Berlin (taz) - Wie eine Anklageschrift wegen Umweltverschmutzung in besonders schwerem Fall in Tateinheit mit fahrlässigem Herbeiführen von Robbensterben und unzulässiger Genmanipulation lesen sich die 27 Seiten voller Gegenanträge zur Jahreshauptversammlung der Bayer-AG. Die Anträge, mit denen man bei der Versammlung am 21.Juni auf Stimmenfang gegen die Entlastung von Vorstand und Aufsichtsrat gehen will, wurden gestern von der Vereinigung „Kritische Bayer Aktionäre“ in Bonn der Presse vorgelegt, bevor diese sich nach Leverkusen aufmachte, um sie der Geschäftsleitung persönlich zu übergeben.

Insbesondere die Produktion von Chlor haben die Chemie -Kritiker in den Begründungen zu ihren Anträgen aufs Korn genommen: “...der Ausgangspunkt einer Produktionslinie, die weitreichende Gefahren für die Umwelt und Menschen in sich birgt.“ Gesundheitsschäden, der Verdacht auf Krebserregung, Erbgutschädigung, Gefährdung durch extrem giftige Dioxine im Störfall, all das bringe die Chlorproduktion mit sich. Der mit 800.000 Jahrestonnen größte bundesdeutsche Chlorproduzent wird daher von den umweltbewußten Aktionären aufgefordert, einen „Plan für den Ausstieg aus der Chlorchemie zu erstellen“, wobei eng definierte Ausnahmebereiche noch zugelassen sein könnten. Darüber hinaus sollten in einer „Chlorbilanz“ die Stoffströme bei der Produkion exakt aufgezeigt werden.

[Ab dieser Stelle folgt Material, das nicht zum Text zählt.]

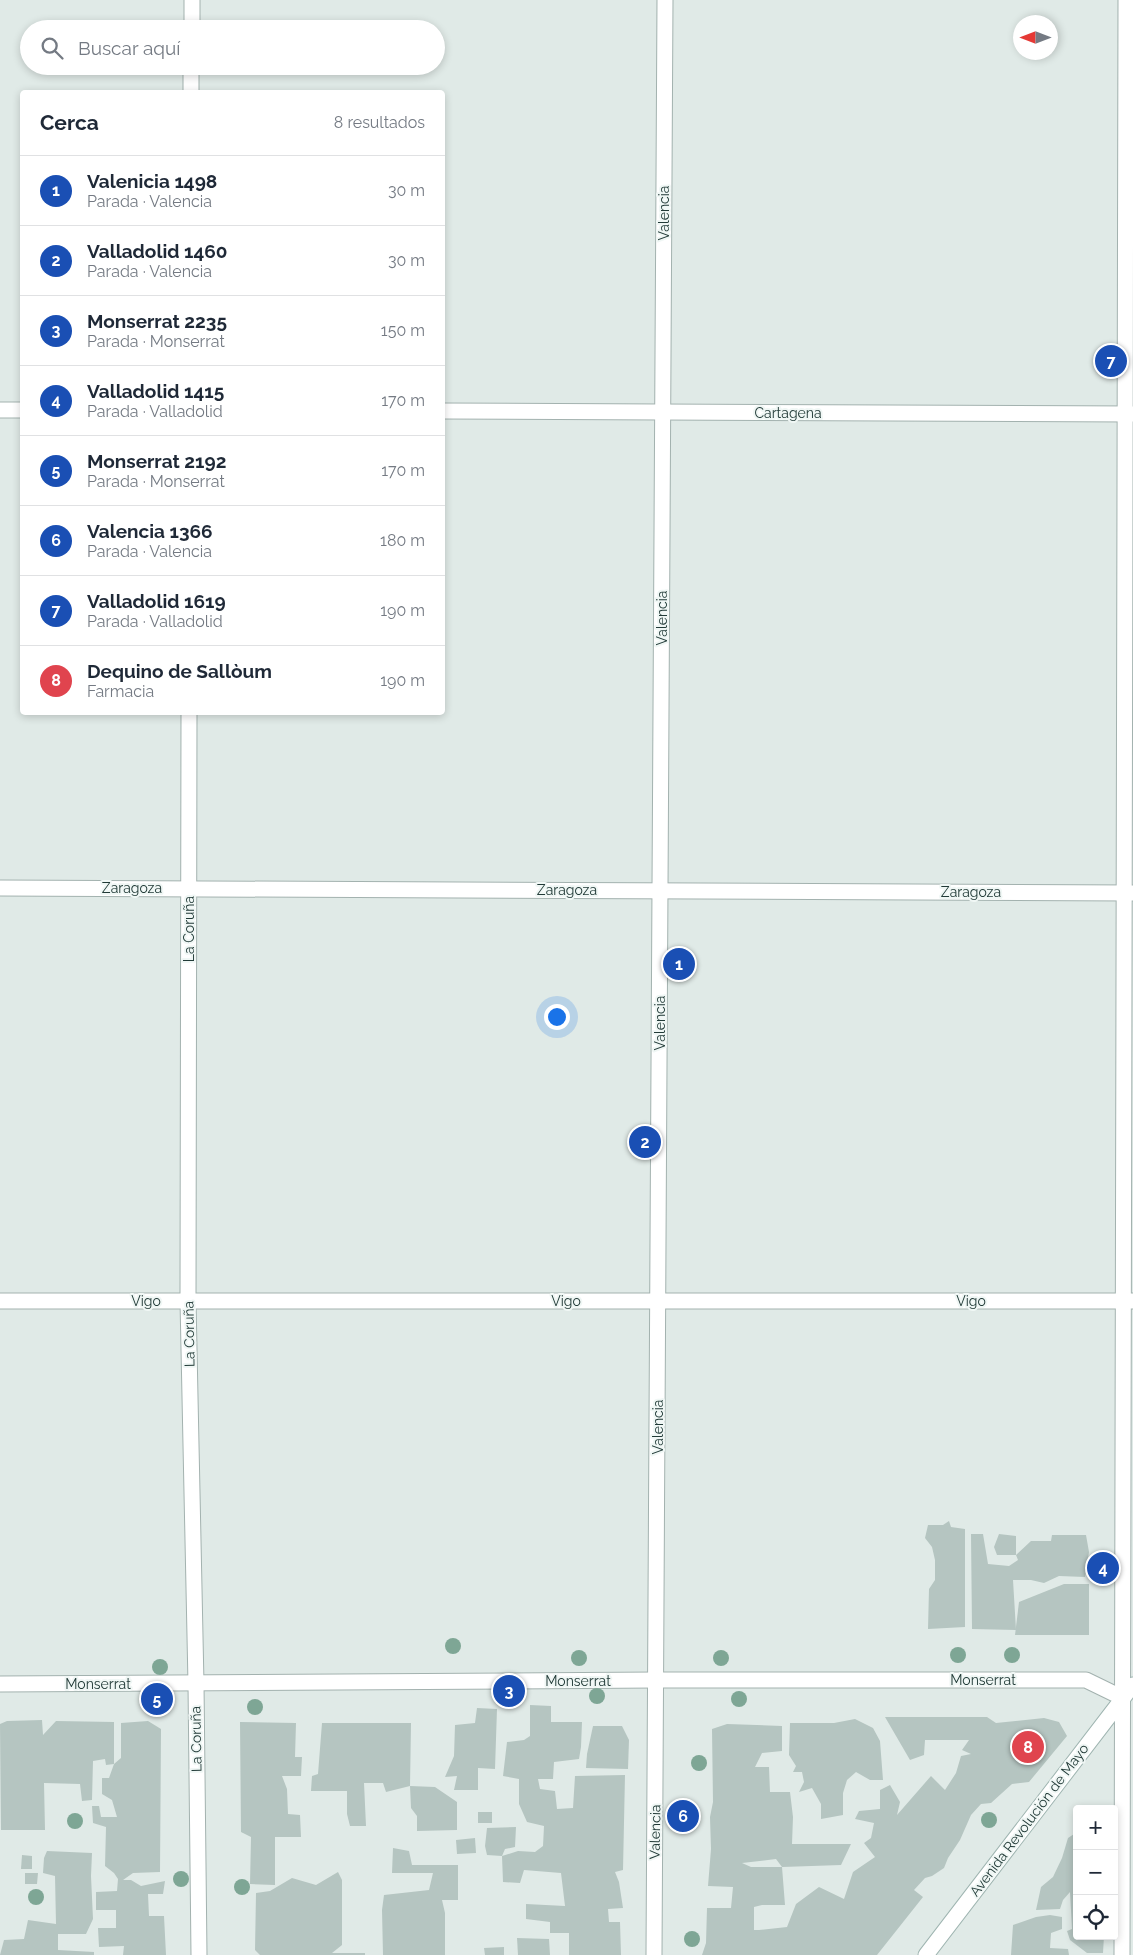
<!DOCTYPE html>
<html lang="es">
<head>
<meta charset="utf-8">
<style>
  :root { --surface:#fff; --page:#f2f2f3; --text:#1f2937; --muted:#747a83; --line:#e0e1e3; --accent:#2563eb }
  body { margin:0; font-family:Raleway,sans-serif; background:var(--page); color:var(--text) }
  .controls { position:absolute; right:15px; bottom:15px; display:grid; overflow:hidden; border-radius:5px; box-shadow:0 2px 8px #0003 }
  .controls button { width:45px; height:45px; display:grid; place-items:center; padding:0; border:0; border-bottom:1px solid var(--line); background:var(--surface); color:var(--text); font:25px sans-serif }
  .compass { position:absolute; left:1013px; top:15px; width:45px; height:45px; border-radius:50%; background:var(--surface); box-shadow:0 2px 8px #0003; rotate:270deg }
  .you { position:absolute; left:556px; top:1016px; width:18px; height:18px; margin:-12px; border:4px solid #fff; border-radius:50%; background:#1a73e8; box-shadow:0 0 0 8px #1a73e833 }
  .badge { display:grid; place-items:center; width:32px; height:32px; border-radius:50%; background:var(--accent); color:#fff; font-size:16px; font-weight:700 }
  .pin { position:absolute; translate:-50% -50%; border:2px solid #fff; box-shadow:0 1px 5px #0006 }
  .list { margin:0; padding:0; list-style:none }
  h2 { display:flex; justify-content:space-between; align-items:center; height:65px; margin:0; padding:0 20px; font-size:21px }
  h2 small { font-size:16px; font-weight:400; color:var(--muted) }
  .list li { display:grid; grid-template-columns:32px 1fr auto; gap:15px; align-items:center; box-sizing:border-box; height:70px; padding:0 20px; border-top:1px solid var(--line) }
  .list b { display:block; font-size:19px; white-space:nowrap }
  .list p { margin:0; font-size:16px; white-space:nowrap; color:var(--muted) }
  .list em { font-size:16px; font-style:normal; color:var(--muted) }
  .icon { flex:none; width:28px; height:28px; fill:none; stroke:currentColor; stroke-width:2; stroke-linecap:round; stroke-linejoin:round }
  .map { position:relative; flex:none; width:1133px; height:1955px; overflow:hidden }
  .search { position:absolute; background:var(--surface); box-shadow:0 2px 8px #0003; left:20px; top:20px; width:425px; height:55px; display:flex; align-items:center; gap:12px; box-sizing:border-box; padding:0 18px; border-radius:28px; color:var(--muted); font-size:19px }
  .panel { position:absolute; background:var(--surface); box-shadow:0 2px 8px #0003; left:20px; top:90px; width:425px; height:625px; border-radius:5px }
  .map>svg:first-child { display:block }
  .building { fill:#b5c5c1; fill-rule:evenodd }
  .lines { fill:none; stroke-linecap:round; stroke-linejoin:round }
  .street-casing { stroke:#a3b2af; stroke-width:17 }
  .secondary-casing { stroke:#9fb5b1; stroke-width:17 }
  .street { stroke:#fff; stroke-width:15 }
  .secondary { stroke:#fff; stroke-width:15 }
  .tree { fill:#7ea695 }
  .labels { text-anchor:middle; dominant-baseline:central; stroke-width:4; stroke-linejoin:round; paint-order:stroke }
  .street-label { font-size:14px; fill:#213a37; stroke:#f0f7f5 }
</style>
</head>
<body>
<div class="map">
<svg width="1133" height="1955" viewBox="0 0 1133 1955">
  <rect width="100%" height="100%" fill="#e0eae7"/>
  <g class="building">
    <path d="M949 1521 951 1527 965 1529V1627L928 1629 929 1589 935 1580V1560L932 1547 925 1538 928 1525H943Z"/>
    <path d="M971 1534H983L988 1564 1009 1566 1018 1560 1016 1555H997L994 1547 999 1534 1016 1536V1555L1031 1541H1051L1052 1535H1086L1089 1552 1085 1577 1059 1576 1044 1583 1031 1580H1013L1016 1630 972 1629Z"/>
    <path d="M1064 1584H1089V1635H1015L1019 1602Z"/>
    <path d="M530 1705 551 1706V1722H582L581 1747 579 1759 554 1762 553 1779H538L540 1789 555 1791 557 1809 573 1808 575 1776 625 1775 623 1870 615 1872 619 1882 623 1908 608 1909 609 1922H620L621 1955H569V1933H550V1922L526 1919V1904L565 1906 561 1873 524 1870 520 1883 503 1882 502 1856 518 1851 535 1852 543 1846 544 1826 527 1822 519 1804V1779L503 1776 507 1742 524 1740 530 1736Z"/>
    <path d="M477 1708 497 1709 495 1769 478 1768V1790H454L457 1776 445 1777 454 1756 455 1725 475 1723Z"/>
    <path d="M885 1717H987L996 1723 1044 1718 1059 1722 1067 1736 1029 1782 1012 1784 991 1803 981 1804 971 1815 960 1840 948 1858 944 1868 932 1876 925 1878 914 1890 923 1897 877 1955H702L706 1943 707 1908H731L733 1887 708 1886 711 1849 710 1817 713 1802 712 1729 727 1724 782 1726V1751L762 1753 755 1767H769L770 1792H790L793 1817 792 1844H851L841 1865 782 1867 785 1905H762L754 1907V1930H759L787 1927 796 1904 819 1887 844 1899 853 1872 875 1857 864 1843 871 1838 874 1823 855 1819 859 1811 880 1809V1790L890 1785 900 1802 897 1815 931 1776 945 1790 956 1773 961 1756 971 1754 962 1750 969 1740H925L924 1755 910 1760ZM776 1859 782 1867H751L742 1863Z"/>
    <path d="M855 1719 873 1728 880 1741 883 1780H870L856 1772 847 1780 843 1793V1815L821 1819V1804L812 1788 799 1792 804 1782 802 1772H793L796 1766 789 1755 790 1723H834Z"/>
    <path d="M42 1720 43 1735 56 1721 114 1722V1764L121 1758V1723L148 1721 161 1729 160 1872 133 1873 123 1880H131L141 1886 165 1881 163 1894H148L149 1916H164L166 1955H123L124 1946 99 1947 98 1928H116V1910H96V1892L117 1891 118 1879 114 1873 105 1866 106 1827 93 1823 92 1806H99L101 1817H117L112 1800 102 1794V1778H109L114 1764 106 1765 105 1759 93 1761 92 1800 82 1801 80 1784 44 1783 45 1830H1L0 1724 7 1721Z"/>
    <path d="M240 1722 296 1723 295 1757H302L301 1776H282L287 1789 288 1814 300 1815 301 1837H275V1885L250 1884 251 1837 241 1832Z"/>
    <path d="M322 1723H411L410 1786 435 1787 457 1802V1830L417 1831V1816L411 1808 410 1786 386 1792 383 1783H364L366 1826H350L347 1814V1791H311L312 1776 318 1774Z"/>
    <path d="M593 1726H622L629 1740 628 1769 586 1768 587 1754Z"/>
    <rect x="478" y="1812" width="14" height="11"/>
    <path d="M516 1827 515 1847 505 1849 502 1856 487 1855 485 1846 487 1828Z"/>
    <path d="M1077 1832V1936H1104L1103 1953H1087L1070 1940 1067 1931 1072 1929 1070 1892 1063 1900 1060 1909 1036 1910 1041 1887 1053 1877 1062 1858 1068 1838Z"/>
    <path d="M475 1838 476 1853 457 1854 456 1840Z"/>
    <path d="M393 1848 409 1851 412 1865H458V1900H442L445 1913V1955H383L382 1910 384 1895 429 1890 433 1873H392Z"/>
    <path d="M47 1851 92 1853 91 1876 93 1919 86 1934H58V1950L94 1952V1955H0L4 1940 24 1939 28 1920 56 1924 55 1876 43 1873 44 1858Z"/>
    <path d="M22 1855 32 1856V1869H21Z"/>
    <path d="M338 1872 342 1880V1945L332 1953H365V1955H260L255 1950 256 1893 270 1891 292 1878 316 1885Z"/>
    <path d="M25 1873H38L37 1884H25Z"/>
    <path d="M1050 1915 1062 1917V1929L1051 1933 1050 1948 1068 1949 1069 1955H1011L1013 1925 1036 1917Z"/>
    <path d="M517 1938 549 1939 550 1955H518Z"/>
    <path d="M504 1947V1955H485L484 1948Z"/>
  </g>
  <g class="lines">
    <defs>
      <g id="street">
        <path d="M192 29V0"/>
        <path d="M191 92V66"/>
        <path d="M0 410H22"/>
        <path d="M442 411 1133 414"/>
        <path d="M189 712 188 1301 196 1684 199 1955"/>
        <path d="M0 888 1133 893"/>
        <path d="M0 1301H1132"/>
        <path d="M0 1684 657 1680H1086L1123 1698"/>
        <path d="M654 1955 665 0"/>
        <path d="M1122 1955 1126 0"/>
      </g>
      <path id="secondary" d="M926 1955 1133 1685"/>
    </defs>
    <use href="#street" class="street-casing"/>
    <use href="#secondary" class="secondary-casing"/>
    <use href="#street" class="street"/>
    <use href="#secondary" class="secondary"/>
  </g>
  <g class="tree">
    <circle cx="453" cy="1646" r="8"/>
    <circle cx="958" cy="1655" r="8"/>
    <circle cx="1012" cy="1655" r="8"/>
    <circle cx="579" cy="1658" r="8"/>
    <circle cx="721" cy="1658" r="8"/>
    <circle cx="160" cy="1667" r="8"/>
    <circle cx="597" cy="1696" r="8"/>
    <circle cx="739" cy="1699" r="8"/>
    <circle cx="255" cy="1707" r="8"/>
    <circle cx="699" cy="1763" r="8"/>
    <circle cx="989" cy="1820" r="8"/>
    <circle cx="75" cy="1821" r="8"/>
    <circle cx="181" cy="1879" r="8"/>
    <circle cx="242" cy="1887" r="8"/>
    <circle cx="36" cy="1897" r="8"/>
    <circle cx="692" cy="1939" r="8"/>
  </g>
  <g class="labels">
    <g class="street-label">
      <text transform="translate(664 213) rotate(-90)">Valencia</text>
      <text x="788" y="413">Cartagena</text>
      <text transform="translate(662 618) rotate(-90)">Valencia</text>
      <text x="132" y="888">Zaragoza</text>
      <text x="567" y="890">Zaragoza</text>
      <text x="971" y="892">Zaragoza</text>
      <text transform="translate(189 929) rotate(-90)">La Coruña</text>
      <text transform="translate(660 1023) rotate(-90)">Valencia</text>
      <text x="146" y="1301">Vigo</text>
      <text x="566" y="1301">Vigo</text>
      <text x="971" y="1301">Vigo</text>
      <text transform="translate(189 1334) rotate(-91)">La Coruña</text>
      <text transform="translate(658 1427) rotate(-90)">Valencia</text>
      <text x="983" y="1680">Monserrat</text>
      <text x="578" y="1681">Monserrat</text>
      <text x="98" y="1684">Monserrat</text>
      <text transform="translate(196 1739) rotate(-91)">La Coruña</text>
      <text transform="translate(1029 1820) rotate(-53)">Avenida Revolución de Mayo</text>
      <text transform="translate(655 1832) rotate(-89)">Valencia</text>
    </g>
  </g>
</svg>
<div class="controls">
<button>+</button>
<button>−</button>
<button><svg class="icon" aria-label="locate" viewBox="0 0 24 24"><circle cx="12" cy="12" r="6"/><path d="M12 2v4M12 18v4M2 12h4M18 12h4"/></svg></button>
</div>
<svg class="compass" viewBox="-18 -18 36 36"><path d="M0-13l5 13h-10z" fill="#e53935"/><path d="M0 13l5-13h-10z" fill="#747a83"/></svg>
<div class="you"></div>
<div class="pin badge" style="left:679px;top:964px;background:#1a4fb4">1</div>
<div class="pin badge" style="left:645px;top:1142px;background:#1a4fb4">2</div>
<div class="pin badge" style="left:509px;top:1691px;background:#1a4fb4">3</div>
<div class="pin badge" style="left:1103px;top:1568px;background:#1a4fb4">4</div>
<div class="pin badge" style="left:157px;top:1699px;background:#1a4fb4">5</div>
<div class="pin badge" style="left:683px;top:1816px;background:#1a4fb4">6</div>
<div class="pin badge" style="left:1111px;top:361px;background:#1a4fb4">7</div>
<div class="pin badge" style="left:1028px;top:1747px;background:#e0444e">8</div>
<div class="search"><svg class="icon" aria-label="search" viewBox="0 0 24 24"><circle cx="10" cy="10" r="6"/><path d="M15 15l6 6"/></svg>Buscar aquí</div>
<section class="panel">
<h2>Cerca<small>8 resultados</small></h2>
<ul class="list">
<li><span class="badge" style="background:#1a4fb4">1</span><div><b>Valenicia 1498</b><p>Parada · Valencia</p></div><em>30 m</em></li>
<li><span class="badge" style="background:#1a4fb4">2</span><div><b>Valladolid 1460</b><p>Parada · Valencia</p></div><em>30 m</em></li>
<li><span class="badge" style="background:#1a4fb4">3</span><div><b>Monserrat 2235</b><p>Parada · Monserrat</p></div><em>150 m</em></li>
<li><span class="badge" style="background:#1a4fb4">4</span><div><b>Valladolid 1415</b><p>Parada · Valladolid</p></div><em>170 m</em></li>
<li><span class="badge" style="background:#1a4fb4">5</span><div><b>Monserrat 2192</b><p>Parada · Monserrat</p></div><em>170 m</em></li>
<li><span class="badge" style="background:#1a4fb4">6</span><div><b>Valencia 1366</b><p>Parada · Valencia</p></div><em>180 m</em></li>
<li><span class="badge" style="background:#1a4fb4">7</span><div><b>Valladolid 1619</b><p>Parada · Valladolid</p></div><em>190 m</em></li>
<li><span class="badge" style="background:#e0444e">8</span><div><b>Dequino de Sallòum</b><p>Farmacia</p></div><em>190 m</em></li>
</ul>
</section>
</div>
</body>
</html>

Das Pestizid-Aktions-Netzwerk wirft in seiner Antragsbegründung dem Chemiekonzern vor, gegen den Pestizidverhaltenskodex der UN-Landwirtschaftsorganisation FAO zu verstoßen, zu dessen Einhaltung die Bayer-Werke sich verpflichtet hätten. In dem Kodex werde die Industrie aufgefordert, „den Verkauf einzustellen und die Produkte zurückzunehmen, wenn eine sichere Anwendung nicht möglich ist“. Nichtsdestotrotz biete Bayer in Brasilien Pestizide an, die von der Weltgesundheitsorganisation WHO als „extrem gefährlich“ eingestuft werden. Auch in diesem Zusammenhang haben die Kritischen Aktionäre ihr Rederecht auf der Hauptversammlung unter anderem an den Alternativen Nobelpreisträger Jose Lutzenberger aus Brasilien delegiert.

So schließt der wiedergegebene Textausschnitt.